1

I've made a java server that scrapes a website, but my problem is that after a few requests (about 10 or so) I always get this error ElementNotFoundException, although the element should be there. Basically my program just checks every few minutes this website for info but after a few times it just gives me that exception. This is my code for scraping, I don't know what's wrong with it that after a few times the element is not found..

final WebClient webClient = new WebClient();
try (final WebClient webClient1 = new WebClient()) {
    final HtmlPage page = webClient.getPage("http://b7rabin.iscool.co.il/מערכתשעות/tabid/217/language/he-IL/Default.aspx");

    WebResponse webResponse = page.getWebResponse();
    String content = webResponse.getContentAsString();
     //   System.out.println(content);


    HtmlSelect select = (HtmlSelect) page.getElementById("dnn_ctr914_TimeTableView_ClassesList");
    HtmlOption option = select.getOptionByValue("" + userClass);

    select.setSelectedAttribute(option, true);

    //String jscmnd = "javascript:__doPostBack('dnn$ctr914$TimeTableView$btnChangesTable','')";
    String jscmnd = "__doPostBack('dnn$ctr914$TimeTableView$btnChanges','')";

    ScriptResult result = page.executeJavaScript(jscmnd);

    HtmlPage page1 = (HtmlPage) result.getNewPage();

    String content1 = page1.getWebResponse().getContentAsString();
    //System.out.println(content1);
    System.out.println("-----");
    HtmlDivision getChanges = null;
    String changes = "";

    getChanges = page1.getHtmlElementById("dnn_ctr914_TimeTableView_PlaceHolder");   
    changes = getChanges.asText();
    changes = changes.replaceAll("\n", "").replaceAll("\r", "");

    System.out.println(changes);
}

The exception:

Exception in thread "Thread-0" com.gargoylesoftware.htmlunit.ElementNotFoundException: elementName=[*] attributeName=[id] attributeValue=[dnn_ctr914_TimeTableView_PlaceHolder]
at com.gargoylesoftware.htmlunit.html.HtmlPage.getHtmlElementById(HtmlPage.java:1552)
at scrapper$1.run(scrapper.java:108)

I am really desperate to solve it, it's the only bottleneck in my project.

Ahmed Ashour
  • 5,179
  • 10
  • 35
  • 56
Eldar Azulay
  • 271
  • 1
  • 3
  • 17
  • Was my answer for your other question regarding HtmlUnit of any help? – RBRi Feb 12 '17 at 19:02
  • @RBRi Probably yeah, this is the only problem my program has now before I release it to my friends. – Eldar Azulay Feb 12 '17 at 19:08
  • it might be a good idea to vote for that answer before asking for more help.
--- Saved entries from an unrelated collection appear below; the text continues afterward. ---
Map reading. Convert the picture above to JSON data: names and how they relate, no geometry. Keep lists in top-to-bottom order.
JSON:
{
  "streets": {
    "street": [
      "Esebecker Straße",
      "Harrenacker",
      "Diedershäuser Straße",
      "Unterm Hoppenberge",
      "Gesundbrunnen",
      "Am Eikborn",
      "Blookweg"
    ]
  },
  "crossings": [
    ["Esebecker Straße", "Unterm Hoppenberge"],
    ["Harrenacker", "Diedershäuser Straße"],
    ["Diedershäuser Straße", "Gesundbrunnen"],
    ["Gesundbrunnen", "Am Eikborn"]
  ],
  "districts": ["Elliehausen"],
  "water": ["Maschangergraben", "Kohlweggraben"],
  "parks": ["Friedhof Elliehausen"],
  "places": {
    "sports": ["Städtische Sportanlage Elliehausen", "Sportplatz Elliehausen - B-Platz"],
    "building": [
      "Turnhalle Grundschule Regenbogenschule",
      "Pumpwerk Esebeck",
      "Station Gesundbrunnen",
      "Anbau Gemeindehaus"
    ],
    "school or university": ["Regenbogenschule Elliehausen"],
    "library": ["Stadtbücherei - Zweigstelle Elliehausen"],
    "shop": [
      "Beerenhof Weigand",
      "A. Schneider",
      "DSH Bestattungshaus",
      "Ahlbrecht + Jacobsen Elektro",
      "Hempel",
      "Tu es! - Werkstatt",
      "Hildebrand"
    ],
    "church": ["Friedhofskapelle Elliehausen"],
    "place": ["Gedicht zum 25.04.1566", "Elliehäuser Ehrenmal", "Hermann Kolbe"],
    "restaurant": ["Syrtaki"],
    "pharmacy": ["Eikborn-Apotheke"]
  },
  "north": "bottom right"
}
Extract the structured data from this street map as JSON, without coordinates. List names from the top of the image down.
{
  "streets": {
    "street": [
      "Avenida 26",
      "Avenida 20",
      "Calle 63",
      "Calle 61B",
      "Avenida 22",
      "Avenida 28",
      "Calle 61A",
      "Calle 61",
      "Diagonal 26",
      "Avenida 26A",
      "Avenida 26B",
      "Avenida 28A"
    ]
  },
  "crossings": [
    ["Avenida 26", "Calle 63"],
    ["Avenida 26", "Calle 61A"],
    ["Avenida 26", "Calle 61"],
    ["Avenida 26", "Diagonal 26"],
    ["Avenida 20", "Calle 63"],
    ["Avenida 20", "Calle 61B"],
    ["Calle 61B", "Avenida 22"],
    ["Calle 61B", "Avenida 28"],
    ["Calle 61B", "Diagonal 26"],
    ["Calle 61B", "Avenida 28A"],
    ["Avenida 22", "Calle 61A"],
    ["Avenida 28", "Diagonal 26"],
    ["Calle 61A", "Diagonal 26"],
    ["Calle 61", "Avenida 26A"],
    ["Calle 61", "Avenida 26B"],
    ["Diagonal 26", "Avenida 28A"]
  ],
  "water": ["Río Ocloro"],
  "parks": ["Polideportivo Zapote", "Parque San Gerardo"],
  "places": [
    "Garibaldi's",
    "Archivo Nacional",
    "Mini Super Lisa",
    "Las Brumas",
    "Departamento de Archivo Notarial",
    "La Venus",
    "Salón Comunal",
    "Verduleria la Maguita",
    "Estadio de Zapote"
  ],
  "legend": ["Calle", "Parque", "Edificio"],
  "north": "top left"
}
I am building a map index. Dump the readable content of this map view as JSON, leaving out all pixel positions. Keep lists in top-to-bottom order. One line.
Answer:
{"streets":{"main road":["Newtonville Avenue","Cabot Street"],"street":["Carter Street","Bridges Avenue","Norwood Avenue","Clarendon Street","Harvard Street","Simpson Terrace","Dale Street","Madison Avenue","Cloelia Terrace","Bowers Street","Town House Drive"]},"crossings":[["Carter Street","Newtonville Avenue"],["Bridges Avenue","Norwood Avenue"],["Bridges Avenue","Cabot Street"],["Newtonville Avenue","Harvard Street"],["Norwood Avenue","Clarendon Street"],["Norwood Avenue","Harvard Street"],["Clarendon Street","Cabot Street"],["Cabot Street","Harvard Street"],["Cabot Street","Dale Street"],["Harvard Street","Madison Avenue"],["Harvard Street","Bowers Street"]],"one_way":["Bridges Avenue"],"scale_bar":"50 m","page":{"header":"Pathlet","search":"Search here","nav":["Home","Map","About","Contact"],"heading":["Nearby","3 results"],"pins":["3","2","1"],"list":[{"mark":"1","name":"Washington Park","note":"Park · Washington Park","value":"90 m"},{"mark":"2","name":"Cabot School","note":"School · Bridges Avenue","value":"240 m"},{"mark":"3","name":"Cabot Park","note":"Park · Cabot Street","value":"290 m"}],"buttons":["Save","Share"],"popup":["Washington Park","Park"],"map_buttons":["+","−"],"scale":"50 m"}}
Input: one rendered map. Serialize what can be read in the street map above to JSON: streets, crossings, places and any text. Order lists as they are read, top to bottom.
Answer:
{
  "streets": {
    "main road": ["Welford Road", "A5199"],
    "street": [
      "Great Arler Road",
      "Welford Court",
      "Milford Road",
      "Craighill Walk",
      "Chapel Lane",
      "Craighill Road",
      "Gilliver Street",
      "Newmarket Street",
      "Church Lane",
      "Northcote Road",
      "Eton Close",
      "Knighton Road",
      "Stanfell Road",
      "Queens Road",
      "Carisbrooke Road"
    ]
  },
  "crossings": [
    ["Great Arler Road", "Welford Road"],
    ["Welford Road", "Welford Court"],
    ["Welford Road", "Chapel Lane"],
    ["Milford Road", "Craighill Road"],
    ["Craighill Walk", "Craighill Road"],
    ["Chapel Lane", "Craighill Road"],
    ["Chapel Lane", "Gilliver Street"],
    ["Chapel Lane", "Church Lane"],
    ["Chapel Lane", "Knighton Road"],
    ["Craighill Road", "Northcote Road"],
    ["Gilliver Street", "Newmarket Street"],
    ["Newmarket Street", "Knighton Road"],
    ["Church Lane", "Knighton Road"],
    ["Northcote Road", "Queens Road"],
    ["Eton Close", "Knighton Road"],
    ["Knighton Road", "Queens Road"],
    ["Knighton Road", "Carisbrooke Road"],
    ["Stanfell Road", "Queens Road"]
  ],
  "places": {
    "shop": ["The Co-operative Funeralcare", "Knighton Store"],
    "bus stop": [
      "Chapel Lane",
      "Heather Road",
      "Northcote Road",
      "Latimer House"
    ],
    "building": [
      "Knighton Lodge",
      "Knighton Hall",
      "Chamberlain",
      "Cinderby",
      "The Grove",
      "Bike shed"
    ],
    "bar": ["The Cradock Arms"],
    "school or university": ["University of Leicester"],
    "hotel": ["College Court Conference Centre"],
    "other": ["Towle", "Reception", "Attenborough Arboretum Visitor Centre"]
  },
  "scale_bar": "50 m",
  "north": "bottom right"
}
Please keep in mind we are all doing this in our spare time.... Why do you call this __doPostBack thing? – RBRi Feb 12 '17 at 19:10
  • @RBRi I will! and I did that because the website I scraped is building elements by javascript commands, so I called the js command in order to get the element I want. I didn't name them that way anyway. – Eldar Azulay Feb 12 '17 at 20:12
  • HtmlUnit does all the js stuff for you, e.g. if you select an option from a select element the associated onchange handler will be processed automatically. – RBRi Feb 12 '17 at 22:40
  • @RBRi It used this thing you've said but it's just for selecting the desired class, but the user has to choose the tab he wants to see, like tab#1, tab#2, tab#3, and for that there are no handlers, the user have to click on each tab in order to open the table and data it contains. – Eldar Azulay Feb 12 '17 at 22:45
  • Because i cant read the language of that page i guess you like to click to switch to a different tag. For doing this you have to find the anchor and click it (e.g. findElenentById('...').click()). This will exactly simulate all the things a browser does, when you click on that tab (including the execution of the javascript handlers). – RBRi Feb 12 '17 at 22:46
  • @RBRi I get what you are saying, but it's not the problem here, watch out that my problem wasn't with the javascript execution, but with finding the element which contains the info that I want. – Eldar Azulay Feb 12 '17 at 22:51
  • One more point; looks like the javascript does a server roundtrip. It might be a good idea to wait a bit to let async js finishing and after that you might switch to the now refreshed page – RBRi Feb 12 '17 at 22:51
  • @RBRi So how can I do what you are saying? I don't understand if it should be in the client side or server side. – Eldar Azulay Feb 13 '17 at 13:21

1 Answers1

2

You just need to wait a little before manipulating the second page, as hinted here.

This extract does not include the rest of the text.